-- INPUT RECORDS follows --

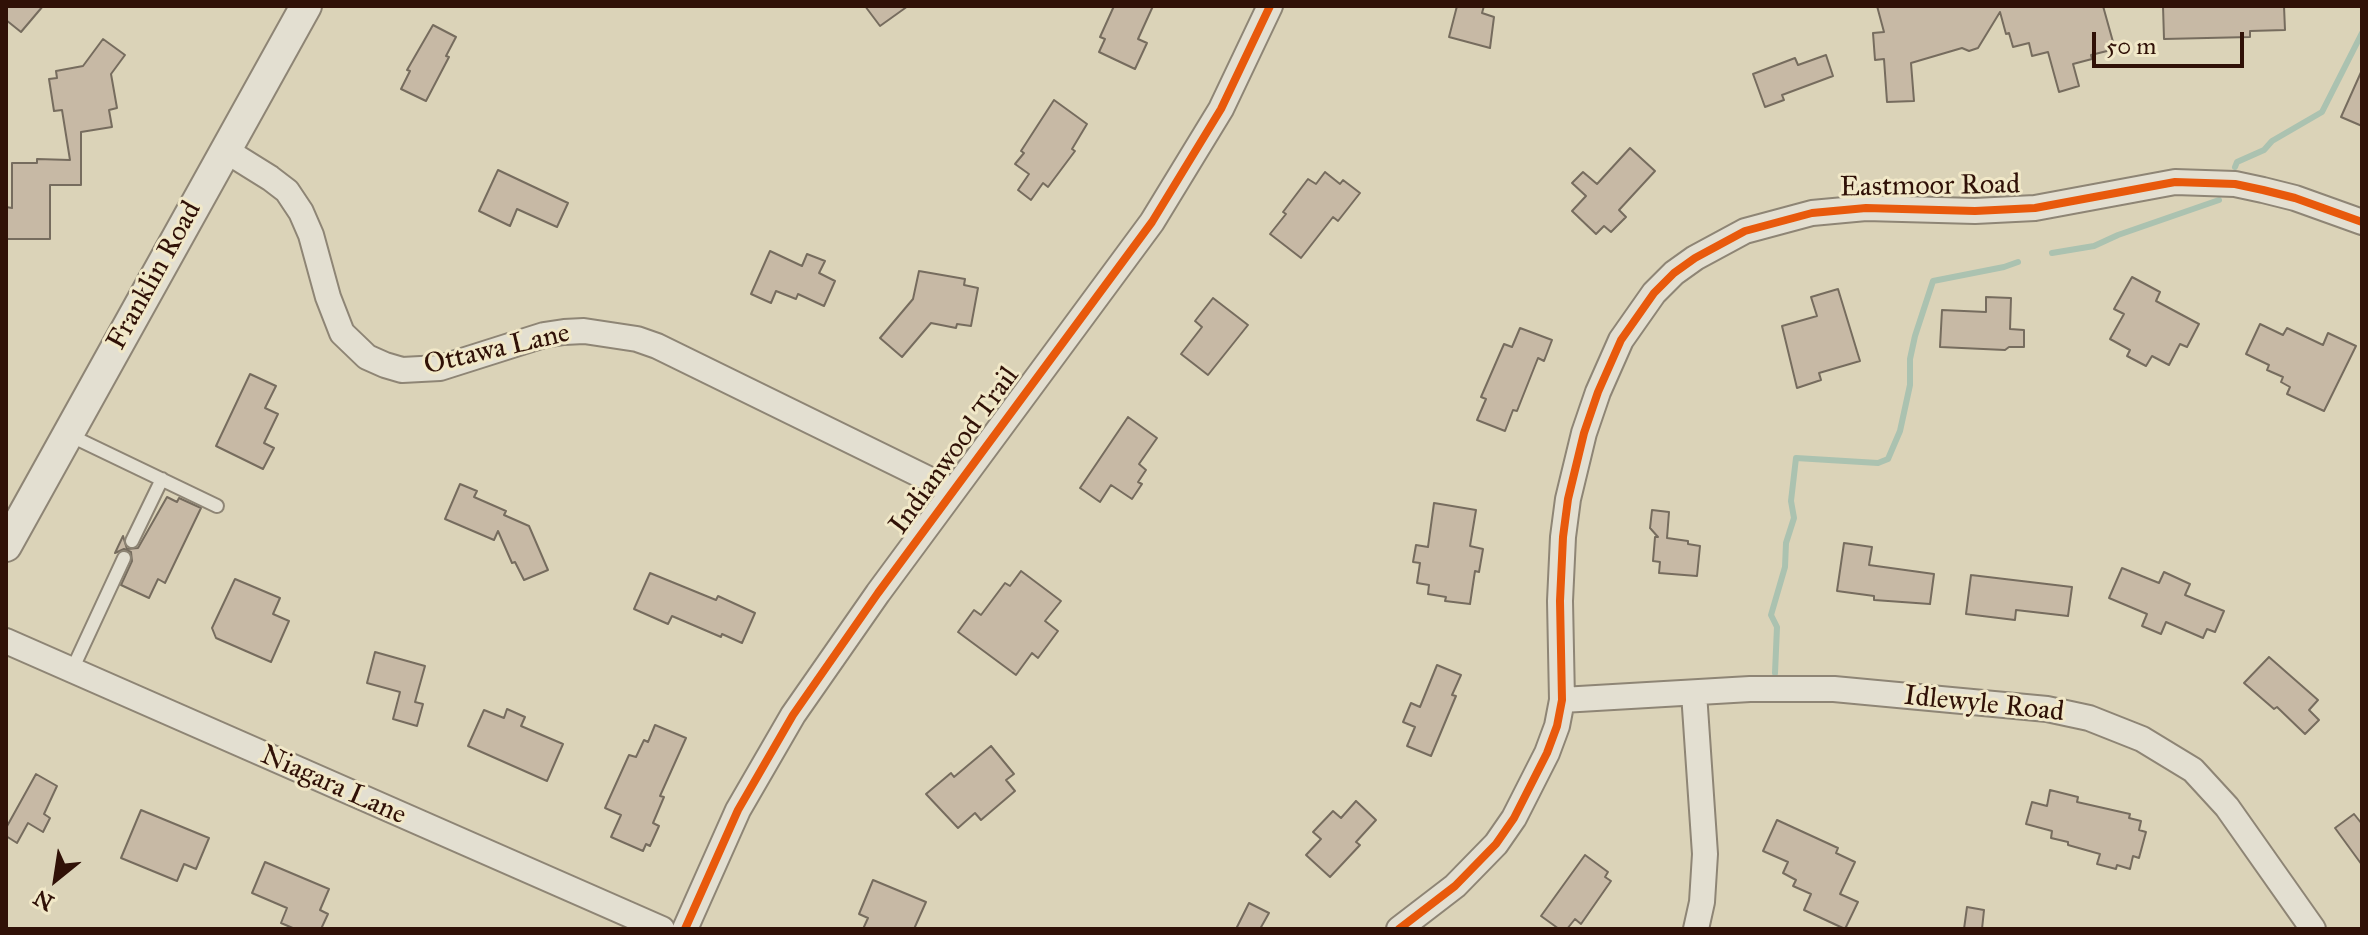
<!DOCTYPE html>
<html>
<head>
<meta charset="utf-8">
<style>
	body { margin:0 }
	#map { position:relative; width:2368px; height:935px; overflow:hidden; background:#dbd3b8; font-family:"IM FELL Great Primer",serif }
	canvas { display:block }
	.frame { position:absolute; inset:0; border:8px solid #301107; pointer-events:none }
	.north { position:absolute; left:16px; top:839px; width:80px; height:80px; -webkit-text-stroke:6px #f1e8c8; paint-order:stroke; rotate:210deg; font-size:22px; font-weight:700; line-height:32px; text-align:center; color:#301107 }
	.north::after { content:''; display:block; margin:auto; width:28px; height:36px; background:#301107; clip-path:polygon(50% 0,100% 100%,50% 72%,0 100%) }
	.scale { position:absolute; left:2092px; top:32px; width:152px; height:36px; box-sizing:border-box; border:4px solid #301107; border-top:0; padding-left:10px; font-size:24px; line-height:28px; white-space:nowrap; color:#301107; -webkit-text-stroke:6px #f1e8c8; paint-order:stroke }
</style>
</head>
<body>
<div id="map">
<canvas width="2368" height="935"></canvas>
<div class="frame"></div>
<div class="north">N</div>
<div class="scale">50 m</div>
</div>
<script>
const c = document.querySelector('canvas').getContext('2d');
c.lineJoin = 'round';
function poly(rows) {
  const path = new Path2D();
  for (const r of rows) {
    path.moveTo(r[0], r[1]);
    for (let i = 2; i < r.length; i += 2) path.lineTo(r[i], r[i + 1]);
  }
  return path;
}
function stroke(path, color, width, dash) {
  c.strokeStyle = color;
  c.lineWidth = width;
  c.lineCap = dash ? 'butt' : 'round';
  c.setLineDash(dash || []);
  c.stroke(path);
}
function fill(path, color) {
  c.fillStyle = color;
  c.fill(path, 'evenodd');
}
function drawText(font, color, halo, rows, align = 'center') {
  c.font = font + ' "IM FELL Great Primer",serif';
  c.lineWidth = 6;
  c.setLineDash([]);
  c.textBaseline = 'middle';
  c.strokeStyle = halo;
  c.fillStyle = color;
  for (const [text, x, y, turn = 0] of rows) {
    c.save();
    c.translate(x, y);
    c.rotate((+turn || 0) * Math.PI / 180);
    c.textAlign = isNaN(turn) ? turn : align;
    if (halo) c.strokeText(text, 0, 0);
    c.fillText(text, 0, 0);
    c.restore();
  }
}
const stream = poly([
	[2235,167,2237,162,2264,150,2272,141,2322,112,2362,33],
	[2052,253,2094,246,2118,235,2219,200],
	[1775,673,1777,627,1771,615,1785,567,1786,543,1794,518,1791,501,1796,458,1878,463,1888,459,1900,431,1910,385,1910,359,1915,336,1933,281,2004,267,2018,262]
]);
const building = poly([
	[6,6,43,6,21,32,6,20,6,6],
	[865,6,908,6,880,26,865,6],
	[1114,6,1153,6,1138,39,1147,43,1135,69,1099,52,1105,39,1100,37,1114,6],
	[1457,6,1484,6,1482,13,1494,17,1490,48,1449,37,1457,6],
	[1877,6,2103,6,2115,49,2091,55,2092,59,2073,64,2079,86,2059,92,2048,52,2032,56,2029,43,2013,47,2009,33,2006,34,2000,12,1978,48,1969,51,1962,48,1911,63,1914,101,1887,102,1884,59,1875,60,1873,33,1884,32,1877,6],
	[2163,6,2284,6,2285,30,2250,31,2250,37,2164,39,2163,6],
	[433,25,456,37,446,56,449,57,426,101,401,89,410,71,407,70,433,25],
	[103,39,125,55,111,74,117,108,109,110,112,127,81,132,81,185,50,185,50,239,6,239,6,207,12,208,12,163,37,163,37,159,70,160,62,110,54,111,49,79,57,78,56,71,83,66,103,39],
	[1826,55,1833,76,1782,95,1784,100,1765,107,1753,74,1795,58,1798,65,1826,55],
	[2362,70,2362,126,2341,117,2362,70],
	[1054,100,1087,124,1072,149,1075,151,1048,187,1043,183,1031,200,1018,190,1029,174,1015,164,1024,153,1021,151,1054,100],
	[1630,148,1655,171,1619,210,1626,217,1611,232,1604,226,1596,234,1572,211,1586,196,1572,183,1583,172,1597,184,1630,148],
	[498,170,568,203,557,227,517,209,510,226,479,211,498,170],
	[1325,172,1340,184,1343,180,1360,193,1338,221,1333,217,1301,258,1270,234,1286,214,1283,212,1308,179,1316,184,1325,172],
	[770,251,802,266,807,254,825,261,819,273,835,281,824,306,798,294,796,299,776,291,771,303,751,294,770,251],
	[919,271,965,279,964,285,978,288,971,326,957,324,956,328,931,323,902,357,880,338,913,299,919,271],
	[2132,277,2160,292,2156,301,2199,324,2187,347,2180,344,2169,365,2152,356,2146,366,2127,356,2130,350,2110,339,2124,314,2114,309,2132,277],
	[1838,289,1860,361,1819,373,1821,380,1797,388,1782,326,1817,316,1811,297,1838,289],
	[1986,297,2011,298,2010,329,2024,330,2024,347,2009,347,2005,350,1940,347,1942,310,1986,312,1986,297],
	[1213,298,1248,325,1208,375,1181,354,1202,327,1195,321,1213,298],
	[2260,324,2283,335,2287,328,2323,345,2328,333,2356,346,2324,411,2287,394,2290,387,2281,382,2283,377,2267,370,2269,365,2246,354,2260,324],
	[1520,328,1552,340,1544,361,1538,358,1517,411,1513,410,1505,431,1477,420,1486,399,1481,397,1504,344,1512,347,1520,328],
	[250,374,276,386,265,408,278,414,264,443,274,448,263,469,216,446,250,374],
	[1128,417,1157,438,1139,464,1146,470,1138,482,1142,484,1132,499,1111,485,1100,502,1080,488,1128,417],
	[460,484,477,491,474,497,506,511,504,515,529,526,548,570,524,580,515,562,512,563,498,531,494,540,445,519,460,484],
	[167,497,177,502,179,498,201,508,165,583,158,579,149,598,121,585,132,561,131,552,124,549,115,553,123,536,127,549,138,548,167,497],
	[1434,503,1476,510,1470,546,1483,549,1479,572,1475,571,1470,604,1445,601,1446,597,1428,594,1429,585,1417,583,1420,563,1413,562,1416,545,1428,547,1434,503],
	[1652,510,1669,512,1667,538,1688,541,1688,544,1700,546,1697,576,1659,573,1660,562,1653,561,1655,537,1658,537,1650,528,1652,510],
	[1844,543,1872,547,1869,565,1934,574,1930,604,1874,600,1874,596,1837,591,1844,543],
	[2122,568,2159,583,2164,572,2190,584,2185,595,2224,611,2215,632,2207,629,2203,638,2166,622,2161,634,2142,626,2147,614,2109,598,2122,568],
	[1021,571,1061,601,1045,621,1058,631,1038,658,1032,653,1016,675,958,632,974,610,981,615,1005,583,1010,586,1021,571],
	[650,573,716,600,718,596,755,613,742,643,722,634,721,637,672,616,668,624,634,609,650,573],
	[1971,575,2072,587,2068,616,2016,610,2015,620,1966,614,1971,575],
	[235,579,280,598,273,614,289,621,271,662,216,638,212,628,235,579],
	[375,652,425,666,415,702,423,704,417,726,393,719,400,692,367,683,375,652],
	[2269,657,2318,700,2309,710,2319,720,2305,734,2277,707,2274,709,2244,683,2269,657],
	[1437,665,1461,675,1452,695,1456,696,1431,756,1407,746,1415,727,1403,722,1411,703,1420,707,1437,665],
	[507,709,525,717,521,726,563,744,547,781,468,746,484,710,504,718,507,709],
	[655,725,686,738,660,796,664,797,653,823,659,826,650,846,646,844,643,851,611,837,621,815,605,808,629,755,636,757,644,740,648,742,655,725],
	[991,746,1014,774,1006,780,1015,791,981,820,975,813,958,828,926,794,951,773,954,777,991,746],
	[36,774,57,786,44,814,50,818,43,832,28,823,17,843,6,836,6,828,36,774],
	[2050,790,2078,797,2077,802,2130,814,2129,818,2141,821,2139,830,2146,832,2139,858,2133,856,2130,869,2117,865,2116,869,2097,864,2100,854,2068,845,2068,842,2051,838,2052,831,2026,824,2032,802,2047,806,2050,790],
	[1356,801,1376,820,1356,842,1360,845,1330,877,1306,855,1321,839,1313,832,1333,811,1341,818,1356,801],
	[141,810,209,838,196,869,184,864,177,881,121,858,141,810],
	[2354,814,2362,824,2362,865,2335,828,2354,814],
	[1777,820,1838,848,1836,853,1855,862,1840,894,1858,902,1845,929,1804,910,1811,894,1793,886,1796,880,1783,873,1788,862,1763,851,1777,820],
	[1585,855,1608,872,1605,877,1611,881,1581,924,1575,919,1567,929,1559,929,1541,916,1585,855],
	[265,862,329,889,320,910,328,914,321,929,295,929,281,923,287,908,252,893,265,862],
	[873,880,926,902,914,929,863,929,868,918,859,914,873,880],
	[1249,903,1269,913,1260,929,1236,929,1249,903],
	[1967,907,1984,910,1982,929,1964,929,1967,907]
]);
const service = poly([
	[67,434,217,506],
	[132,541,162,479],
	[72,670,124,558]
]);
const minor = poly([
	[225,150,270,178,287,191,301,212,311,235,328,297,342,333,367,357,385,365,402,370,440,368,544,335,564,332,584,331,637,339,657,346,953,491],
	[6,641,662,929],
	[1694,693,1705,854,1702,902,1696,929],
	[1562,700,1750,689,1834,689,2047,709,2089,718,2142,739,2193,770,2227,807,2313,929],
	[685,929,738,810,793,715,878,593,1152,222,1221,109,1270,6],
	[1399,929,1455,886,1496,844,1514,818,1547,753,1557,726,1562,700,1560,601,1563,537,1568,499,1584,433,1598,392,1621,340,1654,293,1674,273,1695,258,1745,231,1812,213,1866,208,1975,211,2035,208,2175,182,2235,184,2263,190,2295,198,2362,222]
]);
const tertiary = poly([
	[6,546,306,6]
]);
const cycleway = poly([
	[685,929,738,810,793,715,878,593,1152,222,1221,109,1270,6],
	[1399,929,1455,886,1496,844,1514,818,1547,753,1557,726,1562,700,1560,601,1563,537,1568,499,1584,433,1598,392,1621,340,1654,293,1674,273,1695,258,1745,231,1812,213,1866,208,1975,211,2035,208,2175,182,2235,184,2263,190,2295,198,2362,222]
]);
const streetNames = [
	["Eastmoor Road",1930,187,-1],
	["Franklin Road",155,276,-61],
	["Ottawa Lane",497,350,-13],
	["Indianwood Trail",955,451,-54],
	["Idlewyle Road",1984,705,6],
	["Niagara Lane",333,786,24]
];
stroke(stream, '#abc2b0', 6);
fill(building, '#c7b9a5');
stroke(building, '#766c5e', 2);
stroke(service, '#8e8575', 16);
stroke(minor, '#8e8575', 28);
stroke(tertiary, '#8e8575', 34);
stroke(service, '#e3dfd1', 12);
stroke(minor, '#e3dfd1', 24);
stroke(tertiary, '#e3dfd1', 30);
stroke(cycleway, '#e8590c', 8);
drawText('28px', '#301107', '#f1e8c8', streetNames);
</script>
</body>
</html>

-- INPUT RECORDS concluded --

◆ WHAT IS NEEDED
Scan the listing above for the line that has "c.lineWidth = width;", then copy exactly from that line through the line that has "c.translate(x, y);".

◆ PROBLEM SOLUTION
  c.lineWidth = width;
  c.lineCap = dash ? 'butt' : 'round';
  c.setLineDash(dash || []);
  c.stroke(path);
}
function fill(path, color) {
  c.fillStyle = color;
  c.fill(path, 'evenodd');
}
function drawText(font, color, halo, rows, align = 'center') {
  c.font = font + ' "IM FELL Great Primer",serif';
  c.lineWidth = 6;
  c.setLineDash([]);
  c.textBaseline = 'middle';
  c.strokeStyle = halo;
  c.fillStyle = color;
  for (const [text, x, y, turn = 0] of rows) {
    c.save();
    c.translate(x, y);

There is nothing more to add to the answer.